SOURCE DATA —
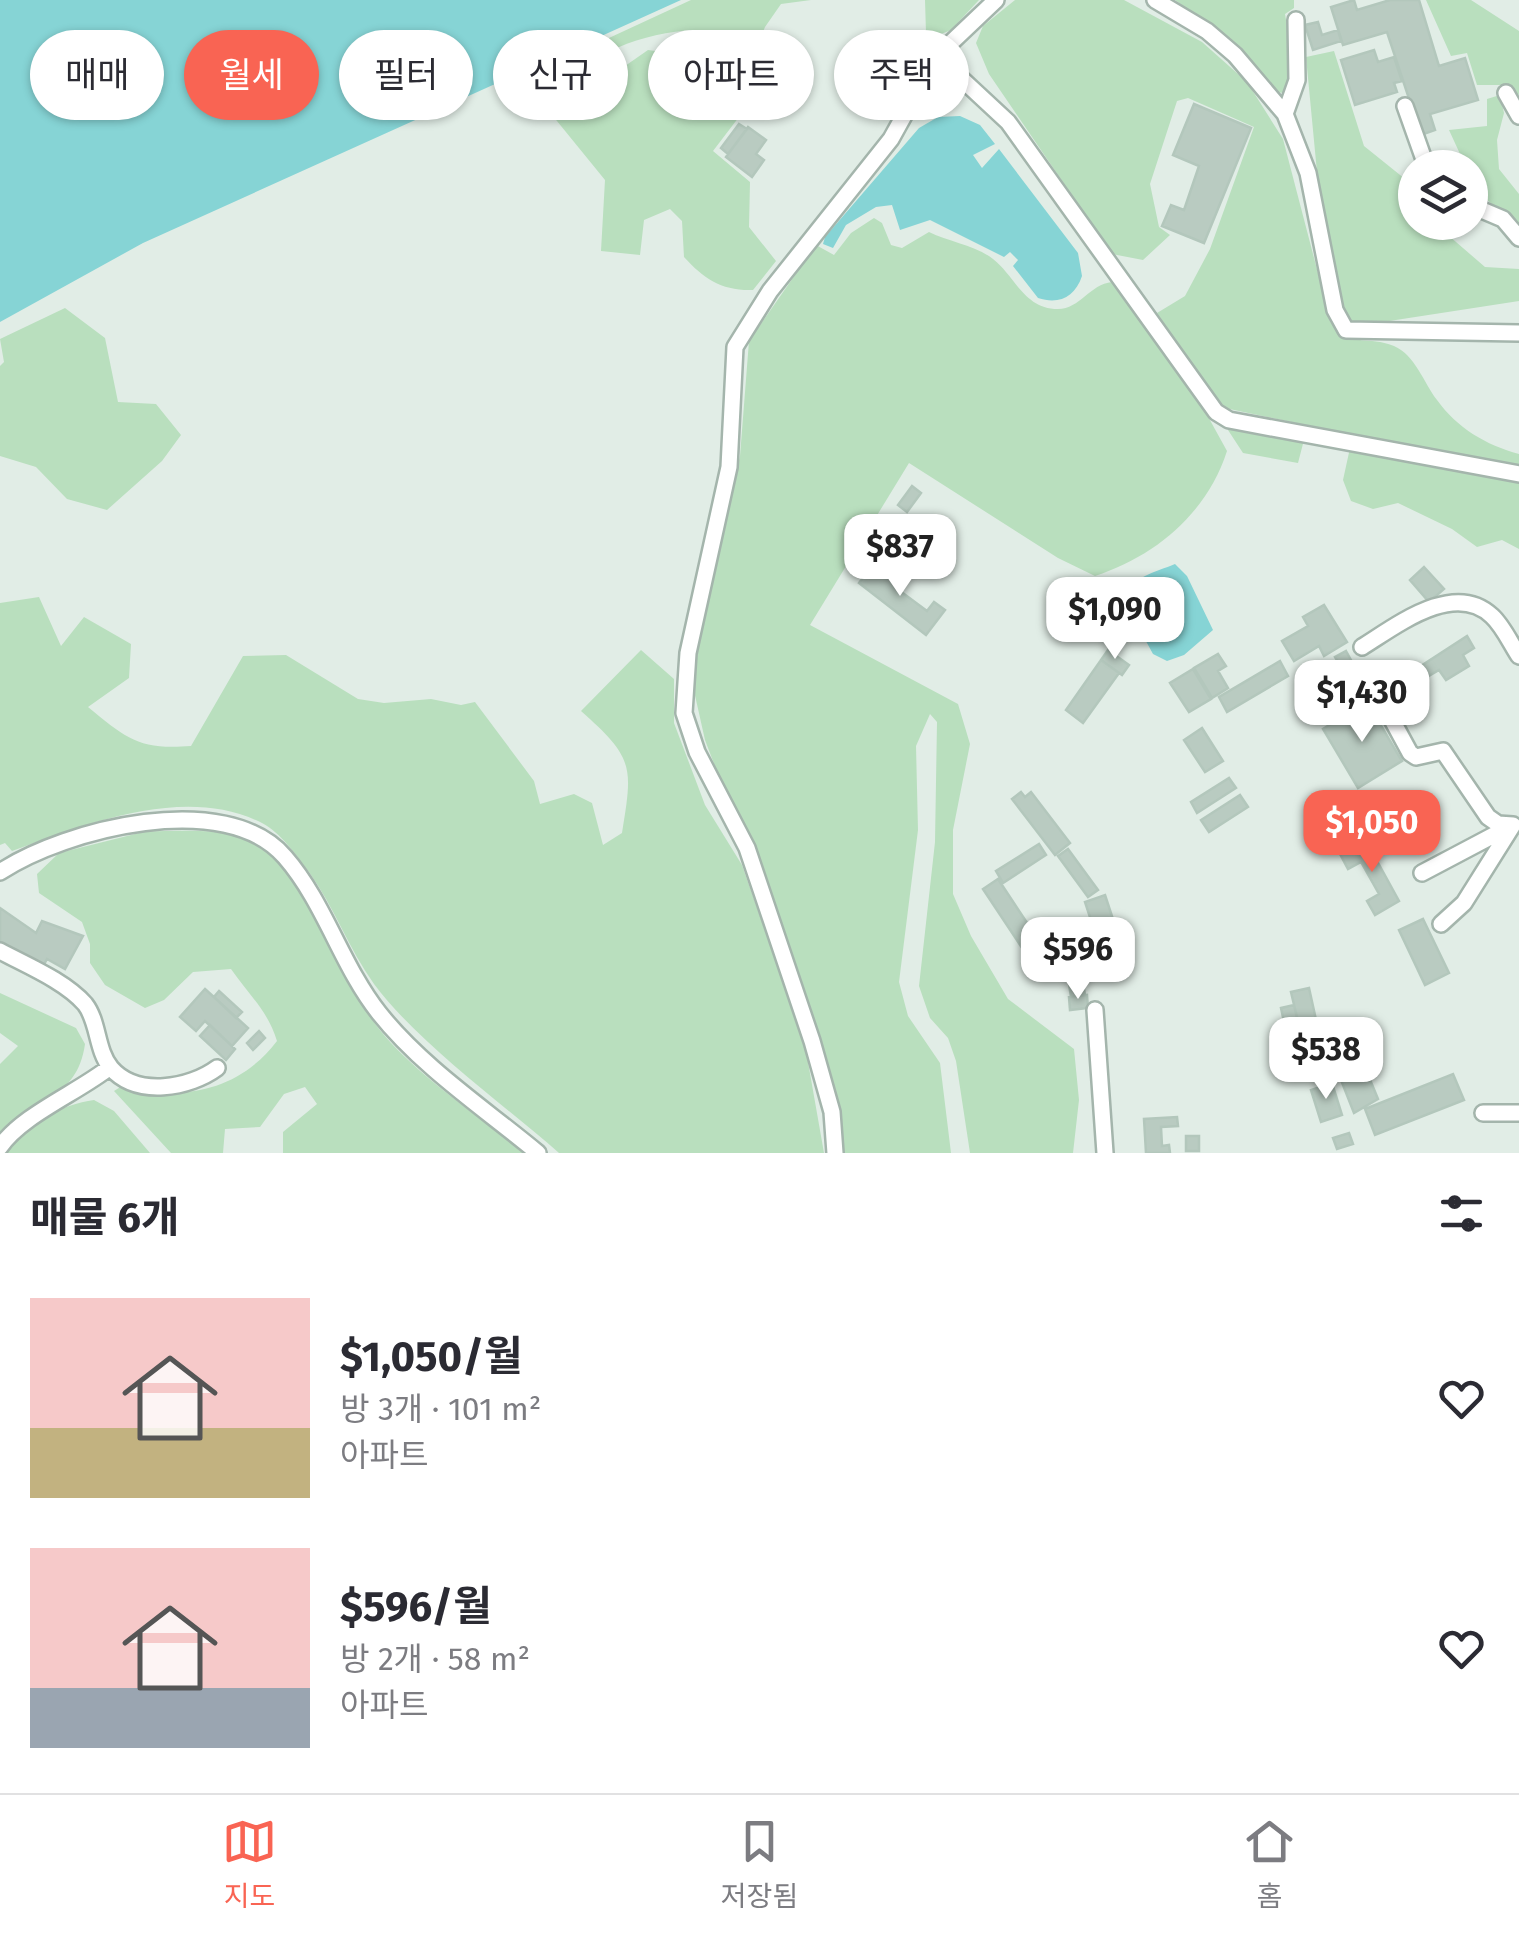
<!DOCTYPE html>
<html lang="ko">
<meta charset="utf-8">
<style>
body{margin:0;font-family:"Fira Sans","Noto Sans KR",sans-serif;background:#f7f7f7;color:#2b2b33;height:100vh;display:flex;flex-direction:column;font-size:38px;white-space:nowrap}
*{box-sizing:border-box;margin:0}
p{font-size:32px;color:#7c7c81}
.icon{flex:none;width:55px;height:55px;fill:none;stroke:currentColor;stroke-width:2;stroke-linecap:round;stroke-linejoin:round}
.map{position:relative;height:1153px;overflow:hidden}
.sheet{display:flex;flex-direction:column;background:#fff;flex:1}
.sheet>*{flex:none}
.guide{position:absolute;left:30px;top:30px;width:1000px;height:90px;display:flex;gap:20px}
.controls{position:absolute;left:1398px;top:150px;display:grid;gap:20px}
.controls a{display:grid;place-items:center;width:90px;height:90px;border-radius:50%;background:#fff;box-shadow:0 2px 8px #0004;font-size:50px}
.price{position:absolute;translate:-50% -85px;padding:0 22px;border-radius:20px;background:#fff;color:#222;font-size:32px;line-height:65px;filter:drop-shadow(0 2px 5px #0008)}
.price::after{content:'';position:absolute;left:50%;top:60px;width:30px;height:22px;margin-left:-15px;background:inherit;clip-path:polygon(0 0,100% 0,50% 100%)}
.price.on{background:#f96453;color:#fff}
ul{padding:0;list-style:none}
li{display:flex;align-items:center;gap:30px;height:250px;padding:0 30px}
li span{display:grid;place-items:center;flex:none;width:280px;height:200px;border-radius:0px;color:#555}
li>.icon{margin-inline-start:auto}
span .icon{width:120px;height:120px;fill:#fffc;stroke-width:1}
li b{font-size:42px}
h2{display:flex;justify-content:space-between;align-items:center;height:120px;padding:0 30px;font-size:42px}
.chip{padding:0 35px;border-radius:45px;background:#fff;box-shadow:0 2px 8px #0004;font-size:35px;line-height:90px}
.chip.on{background:#f96453;color:#fff}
.tab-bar{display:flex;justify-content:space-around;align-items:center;height:140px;border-top:2px solid #e1e1e2;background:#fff;font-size:28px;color:#7c7c81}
.tab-bar a{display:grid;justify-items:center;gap:5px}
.tab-bar .on{color:#f96453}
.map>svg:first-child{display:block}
</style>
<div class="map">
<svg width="1519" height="1153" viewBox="0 0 1519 1153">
<rect width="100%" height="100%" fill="#e1ede6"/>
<path fill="#b9dfbe" d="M691 0H811L781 4 765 27 750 63 742 113 713 151 750 182 749 227 776 261 753 290C722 291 704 279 684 257L682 221 670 209 644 220 640 255 601 251 605 180 548 110 592 89 648 50 670 53 682 65 692 62 695 30C643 32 588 54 553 93L532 90 529 75Z
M925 0H979L951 30 934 37 926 33Z
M1015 0H1124L1202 42 1247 82 1283 139 1331 323C1355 349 1367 335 1394 346 1415 355 1424 383 1437 400 1457 428 1486 445 1519 454V470L1220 407 1157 313 1185 296 1210 249 1254 127 1188 98 1177 101 1150 184 1159 227 1170 235 1143 260 1112 254 989 74 976 43 983 26Z
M1175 0H1294V8L1285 14C1289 39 1297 69 1285 93L1274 92 1223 35Z
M1426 0H1471L1519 31V95L1503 85H1477L1467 53 1451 56Z
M1334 51 1364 146 1415 187V222L1434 223 1485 267 1519 269V301L1357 326 1346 319 1319 193 1306 57Z
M1500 95 1504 113 1497 140 1499 169 1519 194V228L1477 191 1449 130 1487 126V99Z
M874 218 882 223 891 245 902 248 929 232C949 242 975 245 993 259 1015 276 1024 309 1058 309 1080 309 1090 284 1112 282L1195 393 1227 451C1207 513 1156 556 1095 576L1058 558 909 463 810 625 958 704 970 744 953 830V894L971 936 1008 999 1074 1049 1079 1100 1073 1153H970L956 1061 948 1038 930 1018 919 986 935 842 937 722 930 714 916 746 918 830 899 982 908 1016 940 1063 951 1153H843L839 1109 819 1037 753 841 724 790 705 740 694 691 699 637 740 456 749 341 816 245 834 255 851 233Z
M65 308 105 338 118 402 156 404 181 435 162 461 107 510 67 499 36 467 0 456V366L4 362 0 339Z
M1232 426 1305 436 1298 463 1243 453 1228 430Z
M1350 448 1519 482V549L1502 540 1477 547 1452 529 1398 503 1373 509 1351 501 1343 480Z
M39 597 61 646 84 617 131 644 129 678 88 707C127 739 139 750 191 746L243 656 286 655 358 699 384 703 431 699 461 705 475 702 534 781 540 804 574 794 592 803 603 845 622 833C633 766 634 758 581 711L641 650 674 679V723L705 805 742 865 805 1045 824 1153H559C502 1103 418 1043 374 984 349 949 334 907 309 872 296 855 281 833 262 823 185 784 86 824 12 851L5 843 0 845V603Z
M147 831C173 832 205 828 231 835 311 855 334 977 384 1035 422 1079 478 1115 523 1153H283V1132L317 1104 305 1087 284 1094 260 1127 225 1129 223 1153H171L114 1091 122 1086C182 1101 238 1092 277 1041 268 1011 249 995 231 969L193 972 164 1000 145 1008 105 985 90 963V944L82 922 39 893 37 874 59 853Z
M0 993 76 1028 85 1044C77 1101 32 1098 0 1136V1064L18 1046 0 1033Z
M94 1100 114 1111 150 1153H5C21 1124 63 1104 94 1100Z"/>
<path fill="#86d4d5" d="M0 0H681L143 243 0 322Z
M960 116 980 125 995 144 973 155 982 168 999 149 1078 253 1082 276C1075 297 1059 305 1038 298L1013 266 1018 260 1010 252 1004 257 930 220 900 230 892 205 876 207 846 225 833 248 823 244 825 237 919 128 938 117Z
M1175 564 1187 576 1213 630 1184 655 1167 661 1153 654 1123 599C1130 577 1156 572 1175 564Z"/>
<path fill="#b9cbc1" stroke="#b3c7bc" stroke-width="2.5" d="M1354 0 1357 10 1390 0H1419L1439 66 1465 58 1478 100 1430 114 1435 130 1421 135 1387 32 1343 45 1331 7Z
M1318 22 1322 35 1338 30 1341 41 1313 50 1305 25Z
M1374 50 1378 62 1394 57 1402 81 1394 83 1397 92 1355 105 1341 60Z
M1194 104 1251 128 1204 243 1162 226 1171 205 1184 210 1199 166 1173 155Z
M739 124 747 129 728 154 721 148Z
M748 127 766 140 756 154 764 160 752 177 726 157Z
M912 486 921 493 907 512 898 505Z
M875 562 901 582 896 588 927 611 934 602 945 610 926 635 859 583Z
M1424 567 1444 589 1429 602 1410 580Z
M1324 605 1347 642 1324 656 1319 646 1294 661 1282 641 1308 626 1303 617Z
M1467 636 1474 648 1463 655 1469 666 1446 680 1439 670 1427 677 1421 666Z
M1108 650 1129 665 1122 675 1101 660Z
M1346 651 1357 671 1347 677 1335 657Z
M1218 654 1226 666 1218 671 1228 688 1212 698 1194 668Z
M1101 660 1119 673 1083 723 1066 710Z
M1280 661 1288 676 1227 712 1219 697Z
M1193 669 1211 699 1189 712 1170 683Z
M1367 702 1402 761 1358 788 1323 729Z
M1202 728 1223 761 1205 772 1184 740Z
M1229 778 1236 788 1197 813 1191 802Z
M1021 792 1025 797 1031 792 1070 843 1055 855 1012 799Z
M1240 795 1248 807 1209 832 1201 820Z
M1365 839 1399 901 1375 915 1367 901 1379 894 1361 862 1348 869 1340 854Z
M1039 844 1046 855 1003 883 996 871Z
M1068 849 1098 890 1088 897 1058 856Z
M998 879 1047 953 1032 963 983 889Z
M1105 895 1127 962 1107 969 1085 902Z
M0 908 36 933 42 921 83 936 65 969 47 959 42 968 5 948 0 942Z
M1423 919 1449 973 1425 985 1399 930Z
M1083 983 1085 995 1071 997 1069 984Z
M1309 988 1322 1047 1305 1051 1291 992Z
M205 989 248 1028 232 1046 205 1021 196 1031 180 1017Z
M219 991 242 1012 236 1018 214 997Z
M1087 995 1088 1008 1070 1010 1069 997Z
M1294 1005 1297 1018 1284 1022 1281 1008Z
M210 1025 235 1049 226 1060 200 1036Z
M259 1031 265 1038 253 1050 247 1043Z
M1366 1070 1378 1099 1354 1113 1341 1080Z
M1453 1074 1464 1100 1375 1135 1365 1109Z
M1332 1083 1342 1115 1321 1122 1311 1090Z
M1177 1117 1178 1126 1161 1127 1162 1146 1169 1145 1170 1153H1146L1144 1119Z
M1349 1133 1353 1144 1337 1149 1333 1138Z
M1186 1136H1199V1151H1186Z"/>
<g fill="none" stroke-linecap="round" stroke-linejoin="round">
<defs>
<path id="street" d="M1155 0 1207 31 1235 55 1285 114 1308 173 1335 310 1346 330 1519 333
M937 56 1008 122 1216 412 1229 420 1519 474
M1506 93 1519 116
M1405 106 1427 168
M1285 114 1297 80 1296 20
M1470 205 1503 219 1519 238
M1362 647C1396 626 1454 580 1492 616 1503 626 1511 644 1519 656
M1371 681 1410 753 1416 757 1443 751 1488 817 1498 824 1513 825
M0 872C65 829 226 788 285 857 325 903 341 965 379 1013 422 1067 485 1109 538 1153
M1422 873 1511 826
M1441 924 1464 903 1513 825
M0 951C26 965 65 981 85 1004 99 1022 96 1050 111 1068 137 1098 190 1088 217 1068
M1095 1010 1105 1153
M1483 1113H1519
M0 1147C22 1115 77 1093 110 1067
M835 1153 832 1112 812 1041 747 848 697 752 684 713 688 653 729 467 735 347 770 291 891 139 937 56 996 0"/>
</defs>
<use href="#street" stroke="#a4b5ac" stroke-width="20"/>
<use href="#street" stroke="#fff" stroke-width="15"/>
</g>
</svg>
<div class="controls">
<a><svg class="icon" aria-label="layers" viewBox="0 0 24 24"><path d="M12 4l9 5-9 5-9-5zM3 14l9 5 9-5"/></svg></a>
</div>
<b class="price" style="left:900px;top:599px">$837</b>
<b class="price" style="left:1115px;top:662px">$1,090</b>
<b class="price" style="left:1362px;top:745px">$1,430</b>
<b class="price on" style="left:1372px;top:875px">$1,050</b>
<b class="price" style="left:1078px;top:1002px">$596</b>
<b class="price" style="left:1326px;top:1102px">$538</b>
<div class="guide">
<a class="chip">매매</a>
<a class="chip on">월세</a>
<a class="chip">필터</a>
<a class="chip">신규</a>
<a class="chip">아파트</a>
<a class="chip">주택</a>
</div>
</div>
<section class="sheet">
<h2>매물 6개<svg class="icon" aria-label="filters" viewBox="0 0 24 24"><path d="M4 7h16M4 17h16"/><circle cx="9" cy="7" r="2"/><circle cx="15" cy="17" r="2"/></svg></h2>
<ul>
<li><span style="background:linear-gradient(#f6c9c9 65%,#c2b280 0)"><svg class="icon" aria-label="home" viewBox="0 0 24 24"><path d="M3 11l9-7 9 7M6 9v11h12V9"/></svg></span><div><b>$1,050/월</b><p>방 3개 · 101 m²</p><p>아파트</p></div><svg class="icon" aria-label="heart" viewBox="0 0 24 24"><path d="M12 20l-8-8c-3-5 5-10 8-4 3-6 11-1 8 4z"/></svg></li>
<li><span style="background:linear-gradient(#f6c9c9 70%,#9aa5b1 0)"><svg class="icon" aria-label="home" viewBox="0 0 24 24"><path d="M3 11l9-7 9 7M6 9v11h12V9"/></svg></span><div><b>$596/월</b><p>방 2개 · 58 m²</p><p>아파트</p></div><svg class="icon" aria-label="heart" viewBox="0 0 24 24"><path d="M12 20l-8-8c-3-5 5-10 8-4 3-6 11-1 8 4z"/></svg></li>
</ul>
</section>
<nav class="tab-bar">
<a class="on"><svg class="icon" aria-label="map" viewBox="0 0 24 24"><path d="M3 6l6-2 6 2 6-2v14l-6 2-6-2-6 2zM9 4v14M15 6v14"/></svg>지도</a>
<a><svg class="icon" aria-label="saved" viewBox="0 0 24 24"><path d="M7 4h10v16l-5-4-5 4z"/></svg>저장됨</a>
<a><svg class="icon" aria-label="home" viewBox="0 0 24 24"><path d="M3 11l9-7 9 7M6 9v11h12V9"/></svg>홈</a>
</nav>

REQUIRED ACTION — Filter the entries down to the lines holding the string "linecap". Copy each of those lines.

TASK RESULT —
.icon{flex:none;width:55px;height:55px;fill:none;stroke:currentColor;stroke-width:2;stroke-linecap:round;stroke-linejoin:round}
<g fill="none" stroke-linecap="round" stroke-linejoin="round">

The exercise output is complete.